• _Task to carry out_: Count the lines below containing "rows". Number only.

• _Data to examine_:
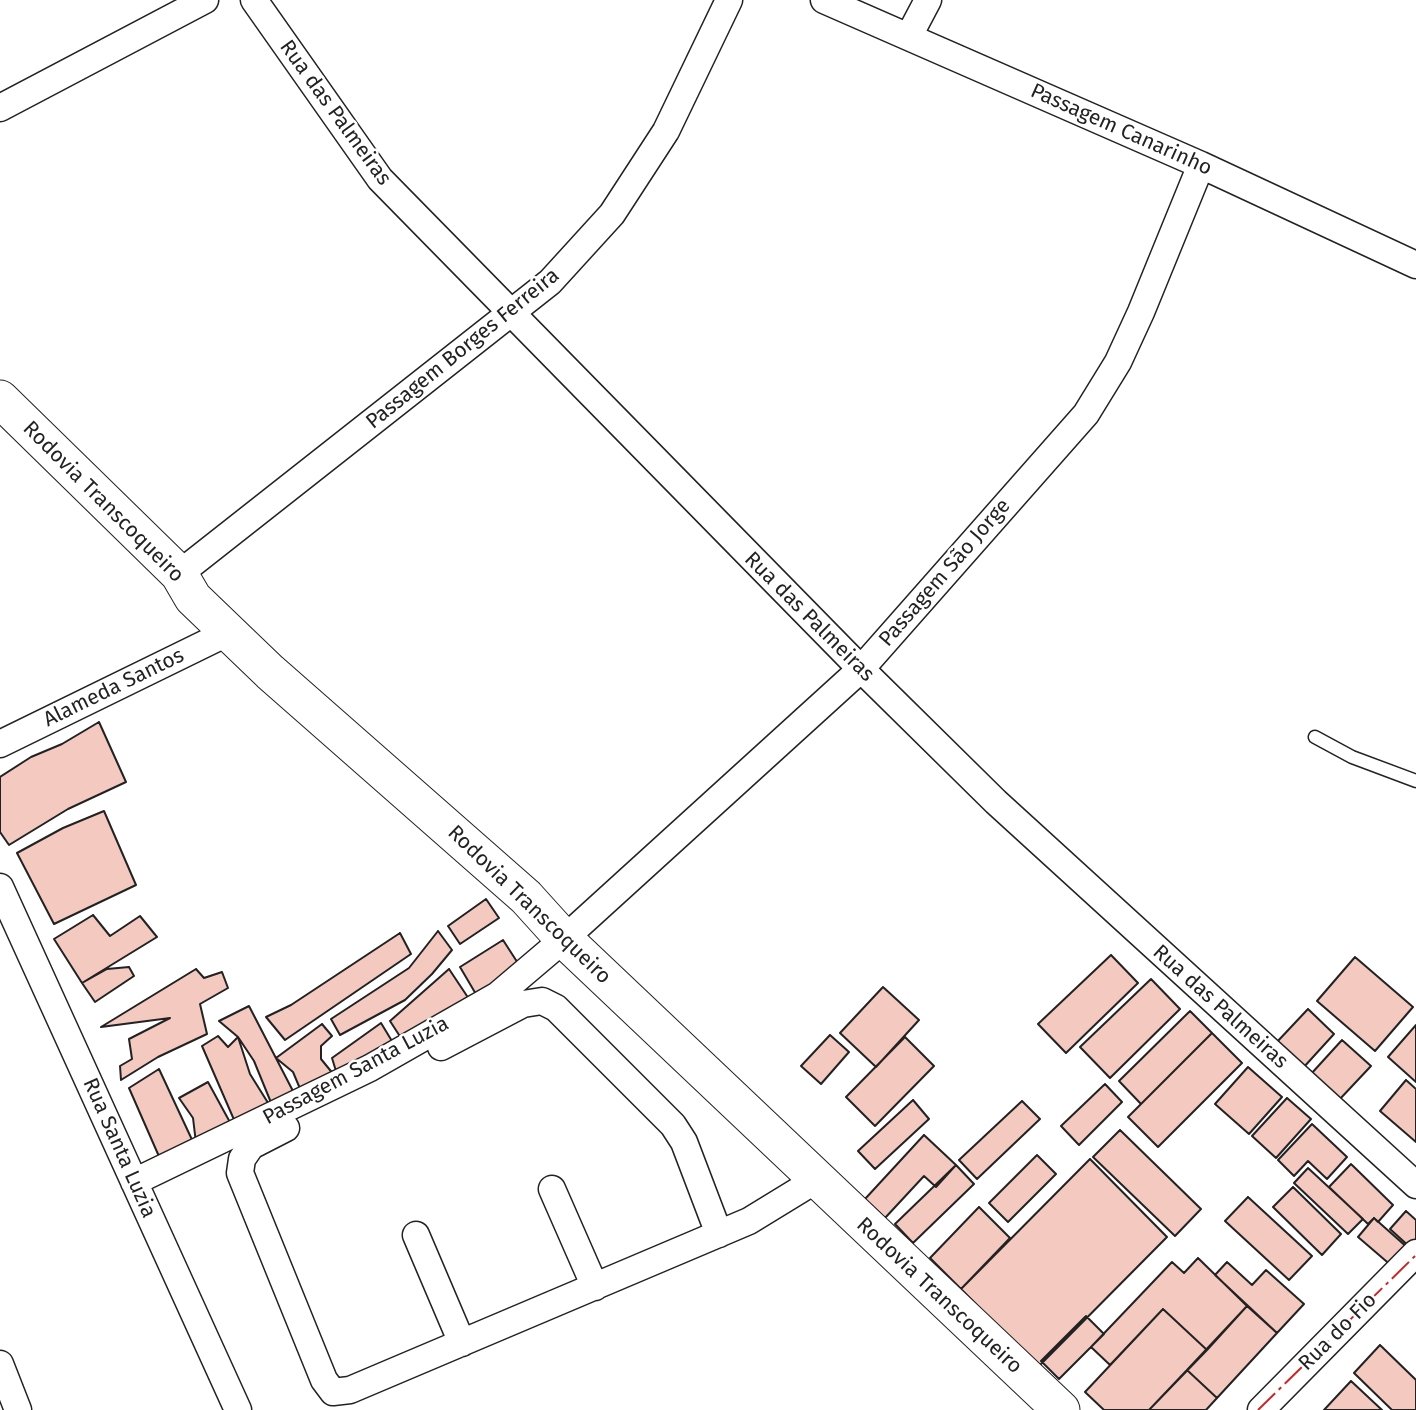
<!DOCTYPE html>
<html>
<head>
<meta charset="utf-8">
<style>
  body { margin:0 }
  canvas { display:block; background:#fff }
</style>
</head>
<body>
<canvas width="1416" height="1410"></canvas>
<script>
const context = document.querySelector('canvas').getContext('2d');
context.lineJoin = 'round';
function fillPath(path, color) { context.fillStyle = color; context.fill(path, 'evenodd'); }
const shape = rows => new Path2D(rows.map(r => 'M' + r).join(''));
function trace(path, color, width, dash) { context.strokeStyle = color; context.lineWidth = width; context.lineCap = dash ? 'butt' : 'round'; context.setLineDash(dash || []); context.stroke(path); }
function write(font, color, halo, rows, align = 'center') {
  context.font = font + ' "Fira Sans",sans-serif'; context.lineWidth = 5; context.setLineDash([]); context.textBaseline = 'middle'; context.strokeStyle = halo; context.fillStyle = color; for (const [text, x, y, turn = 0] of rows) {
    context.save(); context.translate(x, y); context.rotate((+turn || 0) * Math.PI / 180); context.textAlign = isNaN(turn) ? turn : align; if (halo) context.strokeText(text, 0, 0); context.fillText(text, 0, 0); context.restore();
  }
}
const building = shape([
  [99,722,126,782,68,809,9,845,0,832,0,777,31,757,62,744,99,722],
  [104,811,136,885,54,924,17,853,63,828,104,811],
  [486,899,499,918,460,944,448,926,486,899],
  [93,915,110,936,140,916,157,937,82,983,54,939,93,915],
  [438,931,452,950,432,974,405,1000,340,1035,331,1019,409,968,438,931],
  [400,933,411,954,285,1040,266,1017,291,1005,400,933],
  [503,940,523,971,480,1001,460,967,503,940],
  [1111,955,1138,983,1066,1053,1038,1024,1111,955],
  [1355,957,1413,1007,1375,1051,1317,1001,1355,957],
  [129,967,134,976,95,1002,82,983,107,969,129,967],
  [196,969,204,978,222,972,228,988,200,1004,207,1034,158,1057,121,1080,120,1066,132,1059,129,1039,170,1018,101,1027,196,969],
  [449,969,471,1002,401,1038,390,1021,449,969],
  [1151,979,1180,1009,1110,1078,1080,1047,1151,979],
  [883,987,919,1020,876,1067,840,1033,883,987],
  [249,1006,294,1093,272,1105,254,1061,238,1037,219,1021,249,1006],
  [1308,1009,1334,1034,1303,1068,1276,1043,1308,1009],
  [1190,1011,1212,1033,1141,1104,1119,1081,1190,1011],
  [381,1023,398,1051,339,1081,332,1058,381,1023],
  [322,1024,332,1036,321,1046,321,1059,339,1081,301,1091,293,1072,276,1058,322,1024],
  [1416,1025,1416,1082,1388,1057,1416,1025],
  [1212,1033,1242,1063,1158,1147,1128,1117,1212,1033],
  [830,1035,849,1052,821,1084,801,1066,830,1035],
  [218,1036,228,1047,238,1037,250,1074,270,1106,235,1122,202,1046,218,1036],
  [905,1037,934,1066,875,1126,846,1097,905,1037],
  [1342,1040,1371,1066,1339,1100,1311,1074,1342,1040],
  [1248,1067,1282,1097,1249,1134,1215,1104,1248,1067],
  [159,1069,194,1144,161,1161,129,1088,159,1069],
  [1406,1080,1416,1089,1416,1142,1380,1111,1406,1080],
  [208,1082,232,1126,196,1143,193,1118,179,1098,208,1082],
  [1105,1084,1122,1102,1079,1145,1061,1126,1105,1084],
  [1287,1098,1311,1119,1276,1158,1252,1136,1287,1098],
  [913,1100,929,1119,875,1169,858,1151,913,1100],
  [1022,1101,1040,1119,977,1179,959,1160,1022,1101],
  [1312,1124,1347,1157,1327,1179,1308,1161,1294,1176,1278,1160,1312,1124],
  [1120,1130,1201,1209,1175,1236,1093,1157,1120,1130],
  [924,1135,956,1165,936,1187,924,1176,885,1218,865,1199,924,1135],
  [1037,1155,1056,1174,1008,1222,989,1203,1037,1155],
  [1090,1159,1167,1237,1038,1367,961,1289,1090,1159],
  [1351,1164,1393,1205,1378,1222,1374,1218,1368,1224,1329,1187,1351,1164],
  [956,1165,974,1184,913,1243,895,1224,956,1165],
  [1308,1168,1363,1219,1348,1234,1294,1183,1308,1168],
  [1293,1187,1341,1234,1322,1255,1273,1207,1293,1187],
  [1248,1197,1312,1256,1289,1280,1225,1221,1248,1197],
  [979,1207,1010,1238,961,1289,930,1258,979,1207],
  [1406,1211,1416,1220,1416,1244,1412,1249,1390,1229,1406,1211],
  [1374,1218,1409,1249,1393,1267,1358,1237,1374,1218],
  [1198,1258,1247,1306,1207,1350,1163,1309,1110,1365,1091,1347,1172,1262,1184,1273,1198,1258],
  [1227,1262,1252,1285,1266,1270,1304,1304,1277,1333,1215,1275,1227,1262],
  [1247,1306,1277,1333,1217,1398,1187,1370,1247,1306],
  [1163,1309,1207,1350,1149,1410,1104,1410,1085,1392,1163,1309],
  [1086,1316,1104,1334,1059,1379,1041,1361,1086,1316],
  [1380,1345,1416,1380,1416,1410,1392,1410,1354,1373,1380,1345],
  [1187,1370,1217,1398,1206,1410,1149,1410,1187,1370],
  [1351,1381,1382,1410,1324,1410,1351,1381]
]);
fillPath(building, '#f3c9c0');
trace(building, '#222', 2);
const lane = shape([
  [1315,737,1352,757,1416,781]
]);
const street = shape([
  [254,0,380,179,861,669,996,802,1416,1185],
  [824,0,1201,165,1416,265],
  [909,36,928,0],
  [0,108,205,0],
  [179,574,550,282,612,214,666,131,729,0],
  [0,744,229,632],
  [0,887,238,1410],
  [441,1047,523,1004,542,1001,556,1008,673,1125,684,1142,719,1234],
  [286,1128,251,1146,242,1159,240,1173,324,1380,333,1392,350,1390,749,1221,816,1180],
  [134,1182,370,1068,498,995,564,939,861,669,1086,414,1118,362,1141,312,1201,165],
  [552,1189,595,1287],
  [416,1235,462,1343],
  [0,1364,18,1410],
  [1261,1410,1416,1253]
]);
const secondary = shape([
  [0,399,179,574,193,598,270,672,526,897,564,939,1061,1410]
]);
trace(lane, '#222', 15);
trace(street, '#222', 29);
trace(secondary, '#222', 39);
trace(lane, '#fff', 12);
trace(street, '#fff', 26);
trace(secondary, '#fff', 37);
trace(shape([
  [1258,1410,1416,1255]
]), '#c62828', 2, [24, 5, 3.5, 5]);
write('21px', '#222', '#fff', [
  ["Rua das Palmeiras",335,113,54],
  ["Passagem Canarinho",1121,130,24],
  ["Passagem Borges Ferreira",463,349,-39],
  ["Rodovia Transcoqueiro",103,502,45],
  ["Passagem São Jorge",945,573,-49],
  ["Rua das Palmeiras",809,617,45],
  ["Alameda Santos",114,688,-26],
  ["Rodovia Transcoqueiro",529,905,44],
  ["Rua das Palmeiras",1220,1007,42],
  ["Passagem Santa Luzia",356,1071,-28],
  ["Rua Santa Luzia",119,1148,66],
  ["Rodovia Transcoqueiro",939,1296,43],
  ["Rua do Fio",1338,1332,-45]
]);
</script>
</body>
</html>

• _Task response_: 3